天道酬勤,学无止境

Python HTTPConnectionPool Failed to establish a new connection: [Errno 11004] getaddrinfo failed

I was wondering if my requests is stopped by the website and I need to set a proxy.I first try to close the http's connection ,bu I failed.I also try to test my code but now it seems no outputs.Mybe I use a proxy everything will be OK? Here is the code.

import requests
from urllib.parse import urlencode
import json
from bs4 import BeautifulSoup
import re
from html.parser import HTMLParser
from multiprocessing import Pool
from requests.exceptions import RequestException
import time


def get_page_index(offset, keyword):
    #headers = {'User-Agent':'Mozilla/5.0 (Macintosh; U; Intel Mac OS X 10_6_8; en-us) AppleWebKit/534.50 (KHTML, like Gecko) Version/5.1 Safari/534.50'}
    data = {
        'offset': offset,
        'format': 'json',
        'keyword': keyword,
        'autoload': 'true',
        'count': 20,
        'cur_tab': 1
    }
    url = 'http://www.toutiao.com/search_content/?' + urlencode(data)
    try:
        response = requests.get(url, headers={'Connection': 'close'})
        response.encoding = 'utf-8'
        if response.status_code == 200:
            return response.text
        return None
    except RequestException as e:
        print(e)

def parse_page_index(html):
    data = json.loads(html)
    if data and 'data' in data.keys():
        for item in data.get('data'):
            url = item.get('article_url')
            if url and len(url) < 100:
                yield url

def get_page_detail(url):
    try:
        response = requests.get(url, headers={'Connection': 'close'})
        response.encoding = 'utf-8'
        if response.status_code == 200:
            return response.text
        return None
    except RequestException as e:
        print(e)

def parse_page_detail(html):
    soup = BeautifulSoup(html, 'lxml')
    title = soup.select('title')[0].get_text()
    pattern = re.compile(r'articleInfo: (.*?)},', re.S)
    pattern_abstract = re.compile(r'abstract: (.*?)\.', re.S)
    res = re.search(pattern, html)
    res_abstract = re.search(pattern_abstract, html)
    if res and res_abstract:
        data = res.group(1).replace(r".replace(/<br \/>|\n|\r/ig, '')", "") + '}'
        abstract = res_abstract.group(1).replace(r"'", "")
        content = re.search(r'content: (.*?),', data).group(1)
        source = re.search(r'source: (.*?),', data).group(1)
        time_pattern = re.compile(r'time: (.*?)}', re.S)
        date = re.search(time_pattern, data).group(1)
        date_today = time.strftime('%Y-%m-%d')
        img = re.findall(r'src=&quot;(.*?)&quot', content)
        if date[1:11] == date_today and len(content) > 50 and img:
            return {
                'title': title,
                'content': content,
                'source': source,
                'date': date,
                'abstract': abstract,
                'img': img[0]
            }

def main(offset):
    flag = 1
    html = get_page_index(offset, '光伏')
    for url in parse_page_index(html):
        html = get_page_detail(url)
        if html:
            data = parse_page_detail(html)
            if data:
                html_parser = HTMLParser()
                cwl = html_parser.unescape(data.get('content'))
                data['content'] = cwl
                print(data)
                print(data.get('img'))
                flag += 1
                if flag == 5:
                    break



if __name__ == '__main__':
    pool = Pool()
    pool.map(main, [i*20 for i in range(10)])

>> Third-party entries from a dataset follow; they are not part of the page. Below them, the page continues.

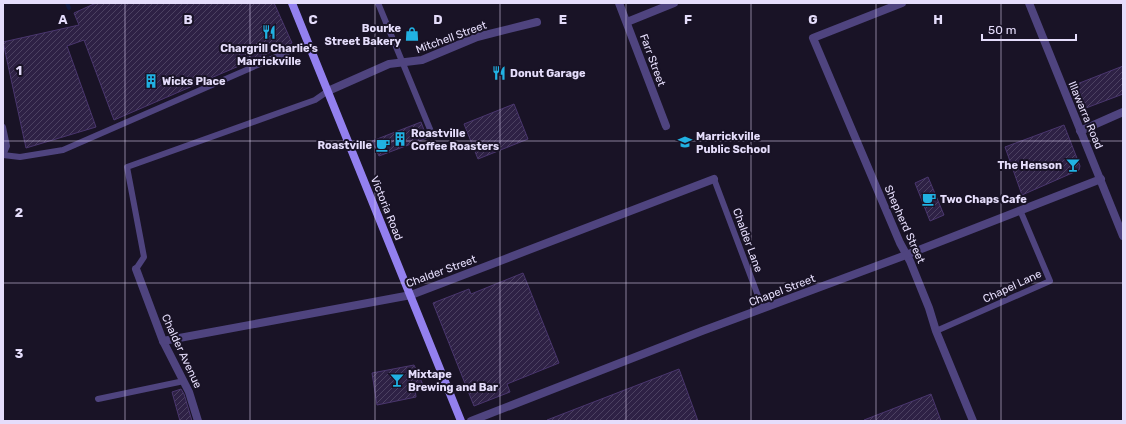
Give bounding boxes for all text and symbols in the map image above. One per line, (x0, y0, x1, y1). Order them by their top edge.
text: A (58, 12, 68, 27)
text: B (183, 12, 193, 27)
text: C (308, 12, 318, 27)
text: D (433, 12, 443, 27)
text: E (559, 12, 567, 27)
text: F (684, 12, 692, 27)
text: G (808, 12, 818, 27)
text: H (933, 12, 943, 27)
scale bar (982, 16, 1076, 42)
street label: Mitchell Street (414, 18, 489, 56)
place label: Bourke Street Bakery (325, 22, 401, 48)
text: 50 m (988, 23, 1016, 37)
restaurant icon: Chargrill Charlie's Marrickville (261, 24, 277, 40)
shop icon: Bourke Street Bakery (404, 26, 420, 42)
street label: Farr Street (637, 32, 668, 89)
place label: Chargrill Charlie's Marrickville (220, 42, 318, 68)
text: 1 (16, 63, 22, 78)
restaurant icon: Donut Garage (491, 65, 507, 81)
place label: Donut Garage (510, 67, 586, 80)
building icon: Wicks Place (143, 73, 159, 89)
place label: Wicks Place (162, 75, 226, 88)
street label: Illawarra Road (1065, 79, 1106, 151)
place label: Roastville Coffee Roasters (411, 127, 499, 153)
place label: Marrickville Public School (696, 130, 770, 156)
building icon: Roastville Coffee Roasters (392, 131, 408, 147)
school or university icon: Marrickville Public School (677, 134, 693, 150)
cafe icon: Roastville (375, 137, 391, 153)
place label: Roastville (318, 139, 372, 152)
bar icon: The Henson (1065, 157, 1081, 173)
place label: The Henson (998, 159, 1062, 172)
street label: Victoria Road (368, 174, 405, 242)
street label: Shepherd Street (881, 183, 928, 266)
cafe icon: Two Chaps Cafe (921, 191, 937, 207)
place label: Two Chaps Cafe (940, 193, 1027, 206)
text: 2 (15, 205, 23, 220)
street label: Chalder Lane (730, 206, 765, 274)
street label: Chalder Street (404, 252, 479, 290)
street label: Chapel Lane (981, 267, 1044, 306)
street label: Chapel Street (747, 272, 818, 309)
street label: Chalder Avenue (159, 312, 204, 390)
text: 3 (15, 346, 24, 361)
place label: Mixtape Brewing and Bar (408, 368, 498, 394)
bar icon: Mixtape Brewing and Bar (389, 372, 405, 388)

and the error is the here!

HTTPConnectionPool(host='tech.jinghua.cn', port=80): Max retries exceeded with url: /zixun/20160720/f191549.shtml (Caused by NewConnectionError('<requests.packages.urllib3.connection.HTTPConnection object at 0x00000000048523C8>: Failed to establish a new connection: [Errno 11004] getaddrinfo failed',))

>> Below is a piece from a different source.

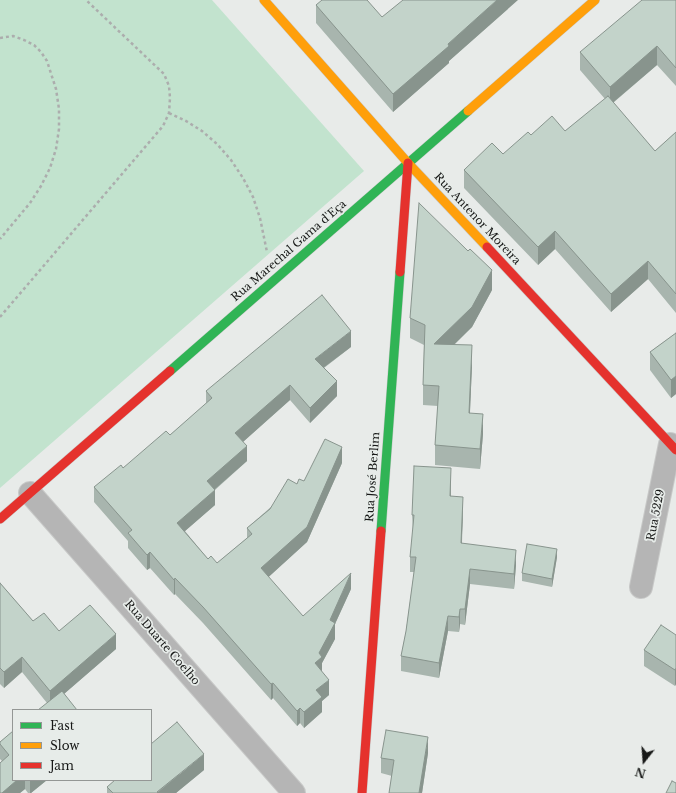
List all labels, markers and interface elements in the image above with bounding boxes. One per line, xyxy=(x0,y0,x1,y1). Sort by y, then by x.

By the way, When I test my code at first it shows everything is OK! Thanks in advance!

评论

It seems to me you're hitting the limit of connection in the HTTPConnectionPool. Since you start 10 threads at the same time

Try one of the following:

  1. Increase the request timeout (seconds): requests.get('url', timeout=5)
  2. Close the response: Response.close(). Instead of returning response.text, assign response to a varialble, close Response, and then return variable

When I faced this issue I had the following problems

I wasn't able to do the following - The requests python module was unable to get information from any url. Although I was able to surf the site with browser, also could get wget or curl to download that page. - pip install was also not working and use to fail with following errors

Failed to establish a new connection: [Errno 11004] getaddrinfo failed

Certain site blocked me so i tried forcebindip to use another network interface for my python modules and then i removed it. Probably that cause my network to mess up and my request module and even the direct socket module were stuck and not able to fetch any url.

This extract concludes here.